After Casement's arrest, the British had seized some of his possessions including two sets of diaries that came to be known as the black and the white. Neither set was introduced at Casement's trial, but the British reportedly used the black diaries, in which he recorded homosexual activities, to deter potential sympathizers, including the American ambassador, from pressing for clemency after the sentence. In a real sense, Casement was hanged almost as much for being a homosexual as for being a traitor.

Following the trial British authorities sequestered the diaries, at times refusing even to acknowledge their existence.

The authenticity of the white diaries, Casement's record of his investigations of atrocities in Africa and South America, has never been doubted. Some have contended, however, that the black diaries, with their references to homosexuality, were entirely or in part forged. The secrecy in which they were held only fueled speculation.

The British use of the black diaries in order to discredit Casement certainly bespeaks , but so does the Irish nationalists' insistence that their hero could not possibly be gay and the diaries therefore must be forged.
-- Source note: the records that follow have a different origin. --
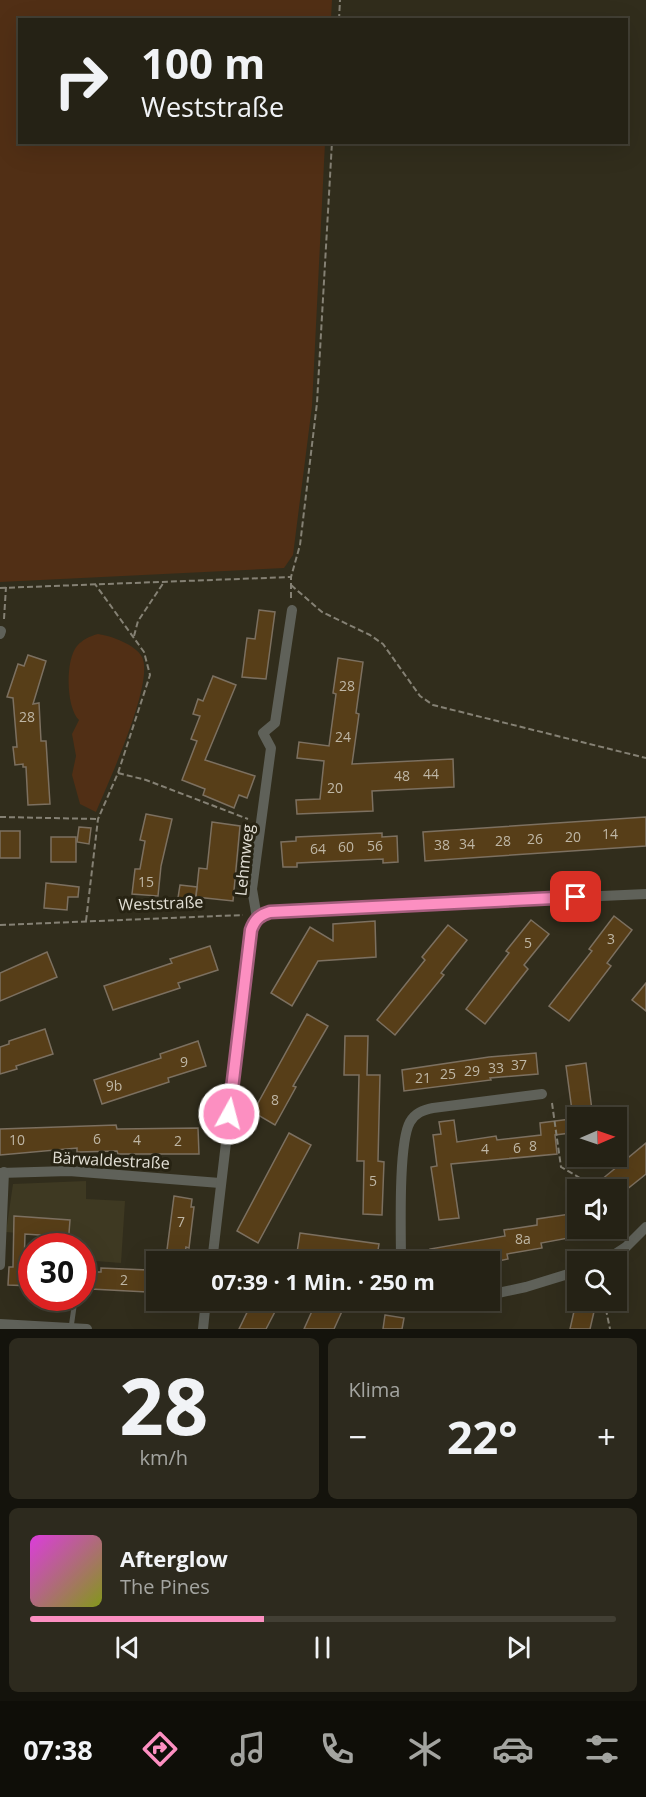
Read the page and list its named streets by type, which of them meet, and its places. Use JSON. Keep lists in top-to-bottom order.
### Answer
{
  "streets": {
    "street": ["Lehmweg", "Bärwaldestraße"],
    "path": ["Weststraße"]
  },
  "crossings": [
    ["Lehmweg", "Weststraße"],
    ["Lehmweg", "Bärwaldestraße"]
  ],
  "house_numbers": [
    "28",
    "28",
    "24",
    "44",
    "48",
    "20",
    "14",
    "20",
    "26",
    "28",
    "34",
    "38",
    "56",
    "60",
    "64",
    "15",
    "3",
    "5",
    "9",
    "37",
    "33",
    "29",
    "25",
    "21",
    "9b",
    "8",
    "6",
    "10",
    "4",
    "2",
    "8",
    "6",
    "4",
    "5",
    "7",
    "8a",
    "2"
  ],
  "north": "right",
  "page": {
    "turn": ["100 m", "Weststraße"],
    "limit": "30",
    "trip": "07:39 · 1 Min. · 250 m",
    "tile": [
      ["28", "km/h"],
      "Klima"
    ],
    "heat": ["−", "22°", "+"],
    "song": ["Afterglow", "The Pines"],
    "tabs": "07:38"
  }
}
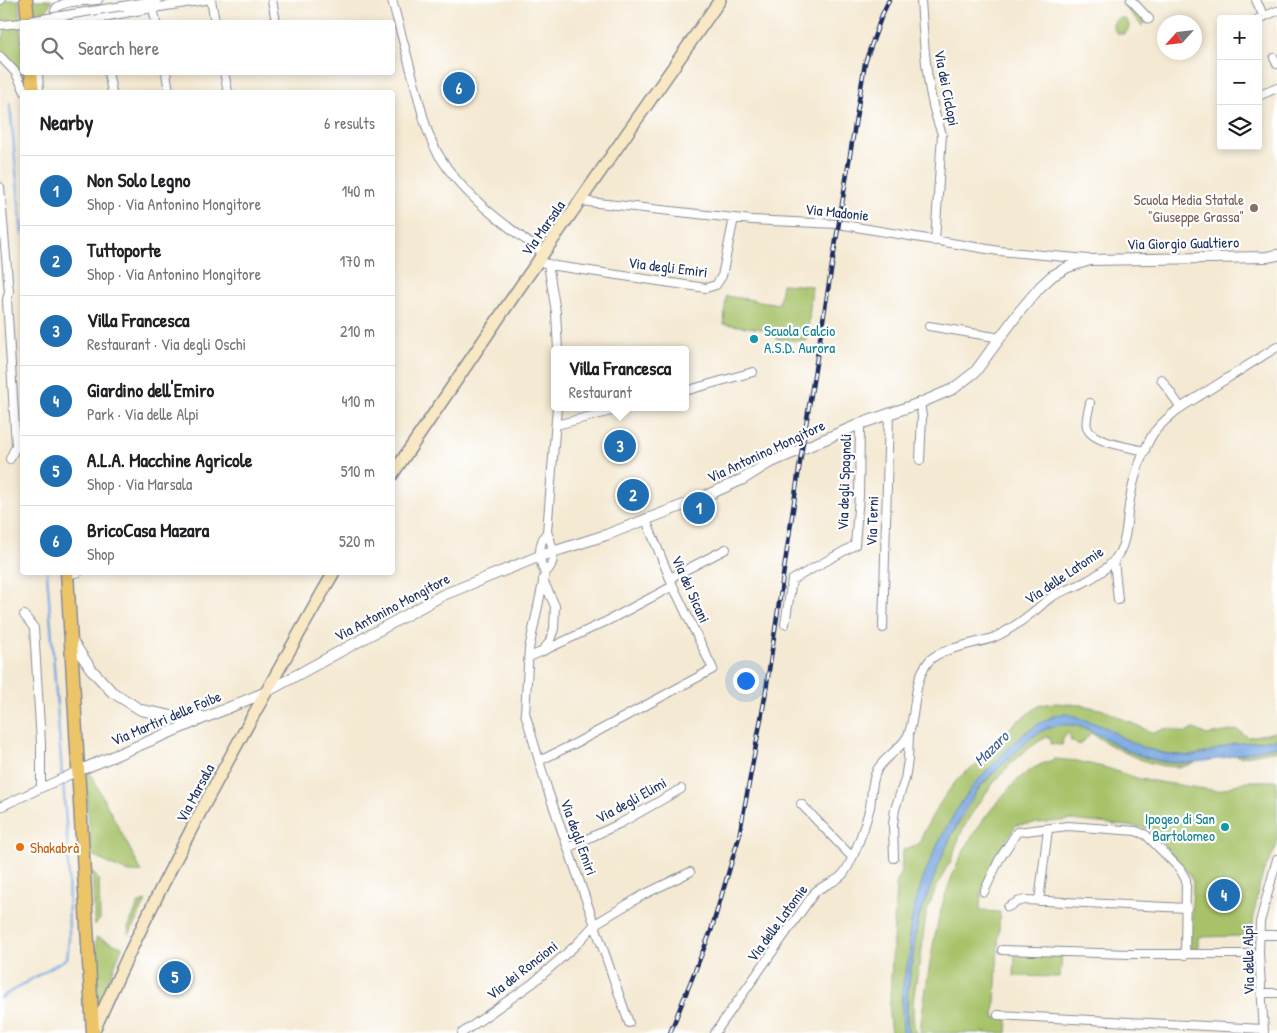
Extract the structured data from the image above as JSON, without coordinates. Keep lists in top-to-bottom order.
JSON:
{
  "streets": {
    "main road": ["Via Marsala"],
    "street": [
      "Via dei Ciclopi",
      "Via Madonie",
      "Via Giorgio Gualtiero",
      "Via degli Emiri",
      "Via Antonino Mongitore",
      "Via degli Spagnoli",
      "Via Terni",
      "Via delle Latomie",
      "Via dei Sicani",
      "Via Martiri delle Foibe",
      "Via degli Elimi",
      "Via delle Alpi",
      "Via dei Roncioni"
    ]
  },
  "crossings": [
    ["Via dei Ciclopi", "Via Madonie"],
    ["Via Madonie", "Via Marsala"],
    ["Via Madonie", "Via Giorgio Gualtiero"],
    ["Via Madonie", "Via degli Emiri"],
    ["Via Marsala", "Via degli Emiri"],
    ["Via Marsala", "Via Antonino Mongitore"],
    ["Via Marsala", "Via Martiri delle Foibe"],
    ["Via Giorgio Gualtiero", "Via Antonino Mongitore"],
    ["Via degli Emiri", "Via Antonino Mongitore"],
    ["Via degli Emiri", "Via dei Sicani"],
    ["Via degli Emiri", "Via degli Elimi"],
    ["Via degli Emiri", "Via dei Roncioni"],
    ["Via Antonino Mongitore", "Via degli Spagnoli"],
    ["Via Antonino Mongitore", "Via Terni"],
    ["Via Antonino Mongitore", "Via dei Sicani"],
    ["Via Antonino Mongitore", "Via Martiri delle Foibe"]
  ],
  "water": ["Mazaro"],
  "places": [
    "Scuola Media Statale \"Giuseppe Grassa\"",
    "Scuola Calcio A.S.D. Aurora",
    "Ipogeo di San Bartolomeo",
    "Shakabrà"
  ],
  "north": "bottom left",
  "page": {
    "map_buttons": ["+", "−"],
    "search": "Search here",
    "pins": [
      "6",
      "3",
      "2",
      "1",
      "4",
      "5"
    ],
    "heading": ["Nearby", "6 results"],
    "list": [
      {
        "mark": "1",
        "name": "Non Solo Legno",
        "note": "Shop · Via Antonino Mongitore",
        "value": "140 m"
      },
      {
        "mark": "2",
        "name": "Tuttoporte",
        "note": "Shop · Via Antonino Mongitore",
        "value": "170 m"
      },
      {
        "mark": "3",
        "name": "Villa Francesca",
        "note": "Restaurant · Via degli Oschi",
        "value": "210 m"
      },
      {
        "mark": "4",
        "name": "Giardino dell'Emiro",
        "note": "Park · Via delle Alpi",
        "value": "410 m"
      },
      {
        "mark": "5",
        "name": "A.L.A. Macchine Agricole",
        "note": "Shop · Via Marsala",
        "value": "510 m"
      },
      {
        "mark": "6",
        "name": "BricoCasa Mazara",
        "note": "Shop",
        "value": "520 m"
      }
    ],
    "popup": ["Villa Francesca", "Restaurant"]
  }
}
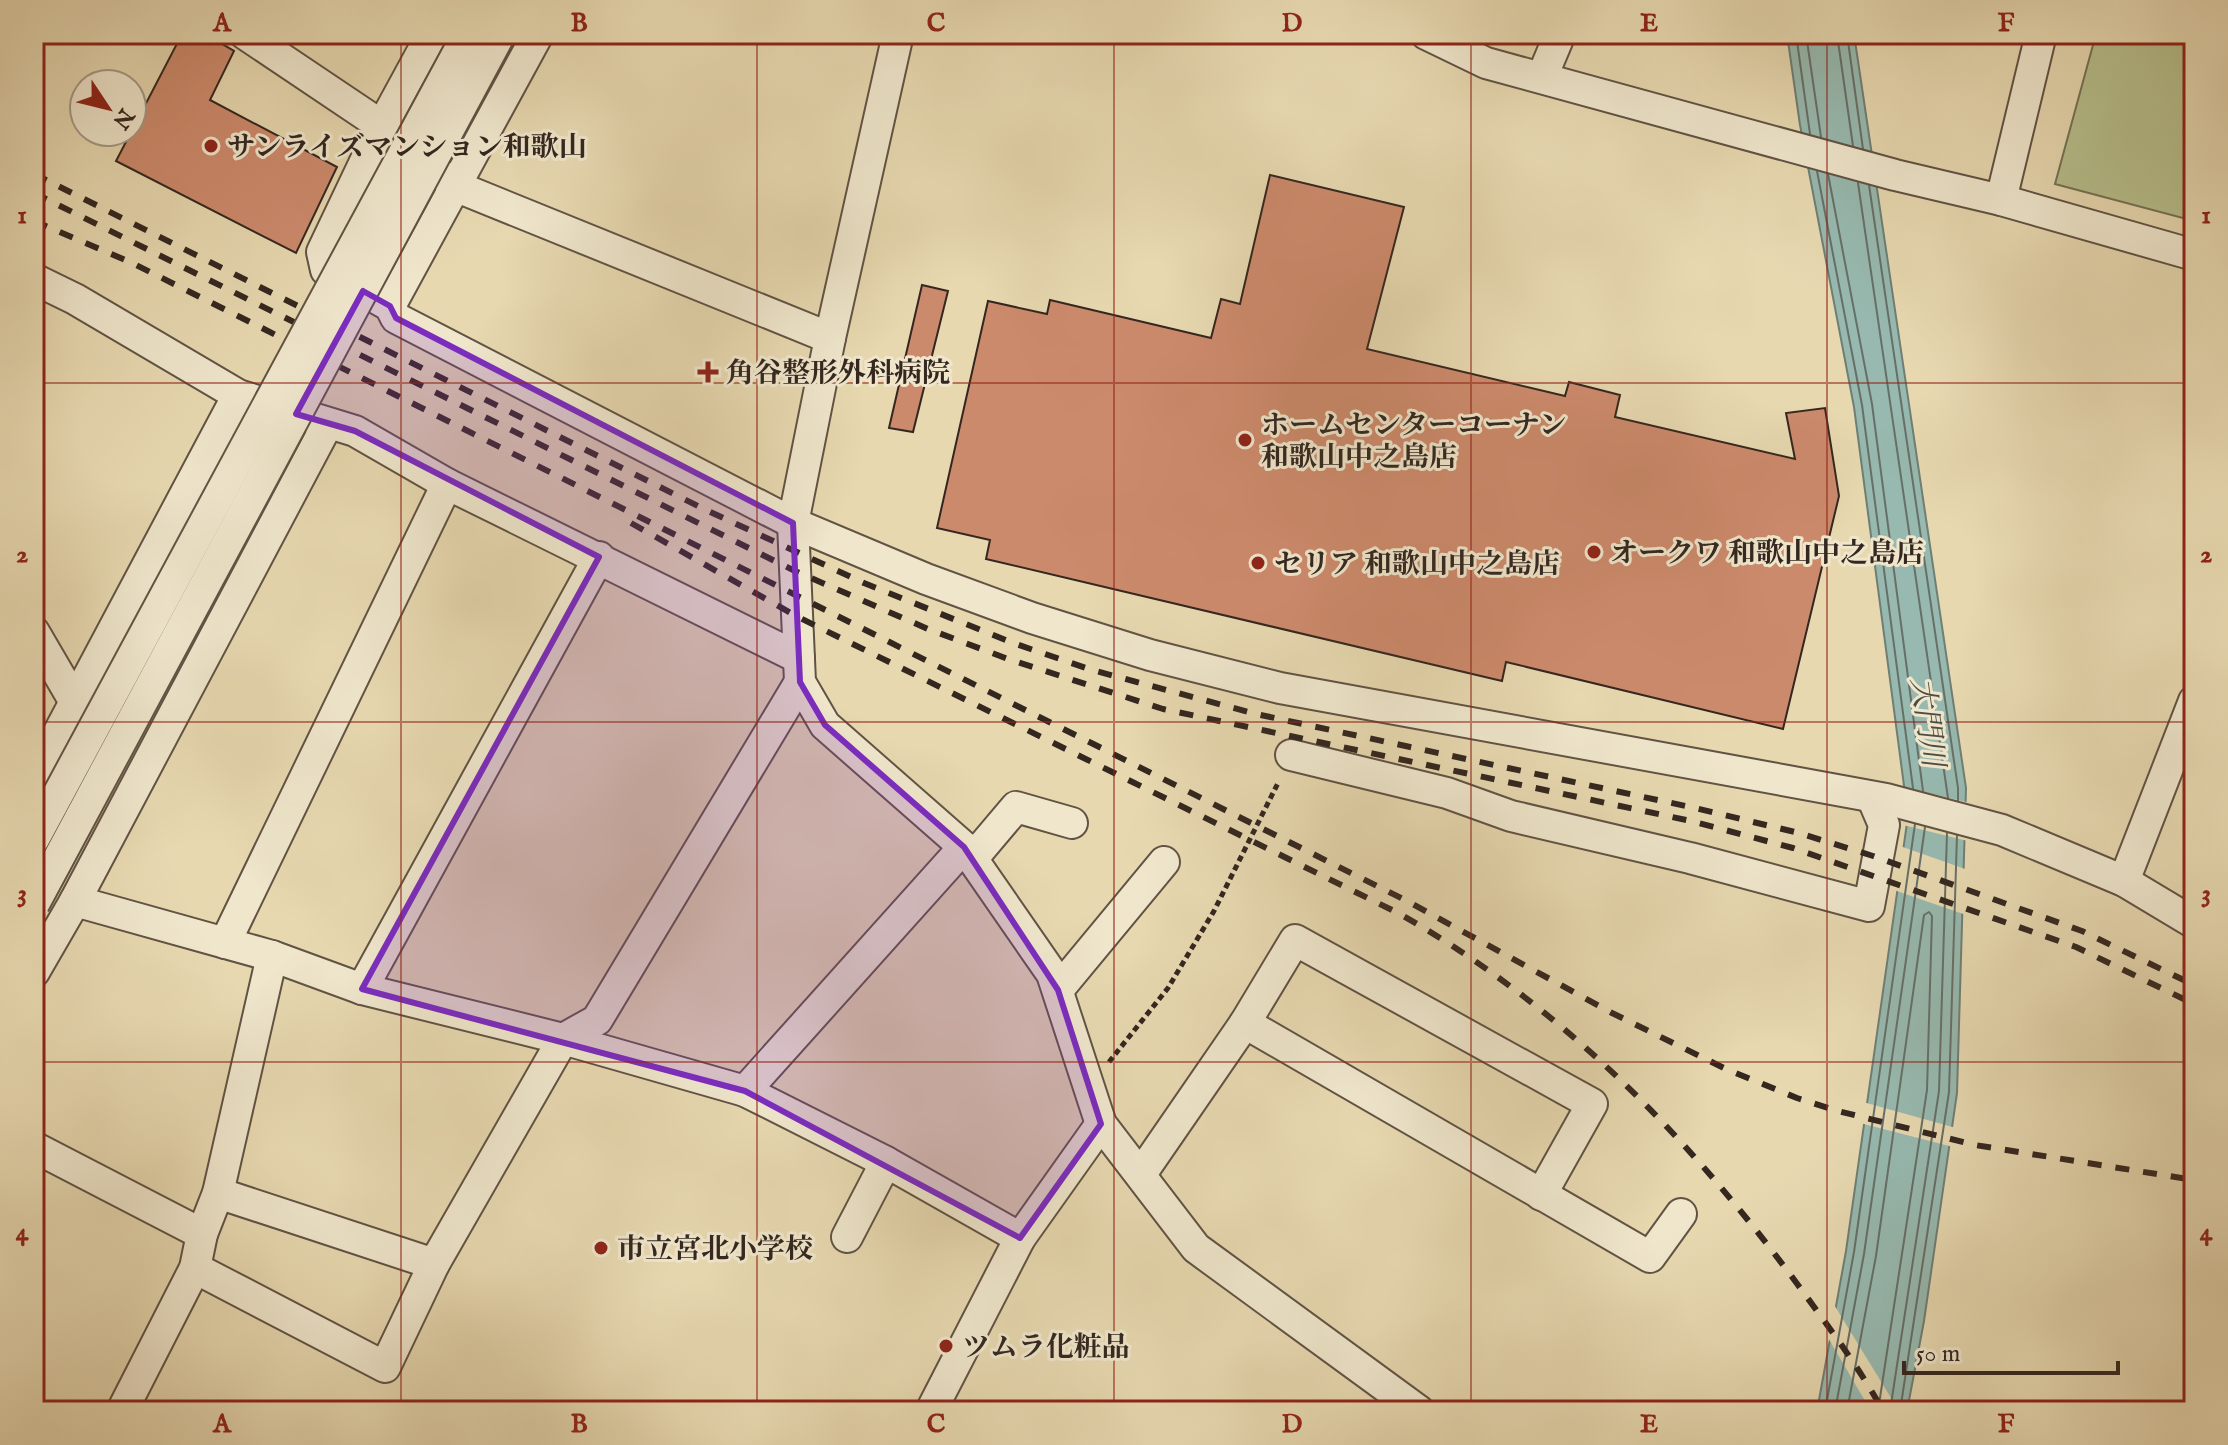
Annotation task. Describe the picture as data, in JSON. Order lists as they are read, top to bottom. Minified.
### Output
{"water":["大門川"],"places":{"other":["サンライズマンション和歌山","ホームセンターコーナン 和歌山中之島店","オークワ 和歌山中之島店","セリア 和歌山中之島店","市立宮北小学校","ツムラ化粧品"],"health":["角谷整形外科病院"]},"scale_bar":"50 m","north":"bottom right","grid":{"columns":["A","B","C","D","E","F"],"rows":["1","2","3","4"]}}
The diaries were finally made public in 1959, but the controversy has continued in spite of increasing evidence that the writings are genuine.

During his lifetime Casement apparently concealed his sexual orientation quite successfully--which is not surprising since disclosure would have made him liable to criminal prosecution. Not even his family and close associates seem to have known of his sexuality--or at least they never acknowledged it publicly.

One of his republican compatriots, Michael Collins, did, however, state upon being shown a portion of the black diaries in 1921 that he believed them to be in Casement's own hand.

Experts who have recently examined the documents reached the same conclusion. In a study funded partly by the Irish government and partly by the British Broadcasting Corporation, Dr. Audrey Giles, one of Britain's most respected forensic analysts, called the black diaries genuine and free of interpolations.

Casement's grandnephew Patrick Casement, a psychoanalyst, expressed confidence in Giles's assessment.

Posthumous Honors

As part of a commemoration of the fiftieth anniversary of the Easter Uprising, Casement's body was disinterred from a grave at Pentonville Prison and brought home to Ireland for a full state funeral. The great Irish hero and first president of the Republic, Eamon de Valera, himself a veteran of the Rising, eulogized Casement. He praised his fallen comrade not only for his brave service in the cause of Irish freedom but also for his extraordinary humanitarian zeal in fighting for the dignity and human rights of all, declaring that Casement would have been "remembered by oppressed people everywhere even if he had done nothing for the freedom of his own country."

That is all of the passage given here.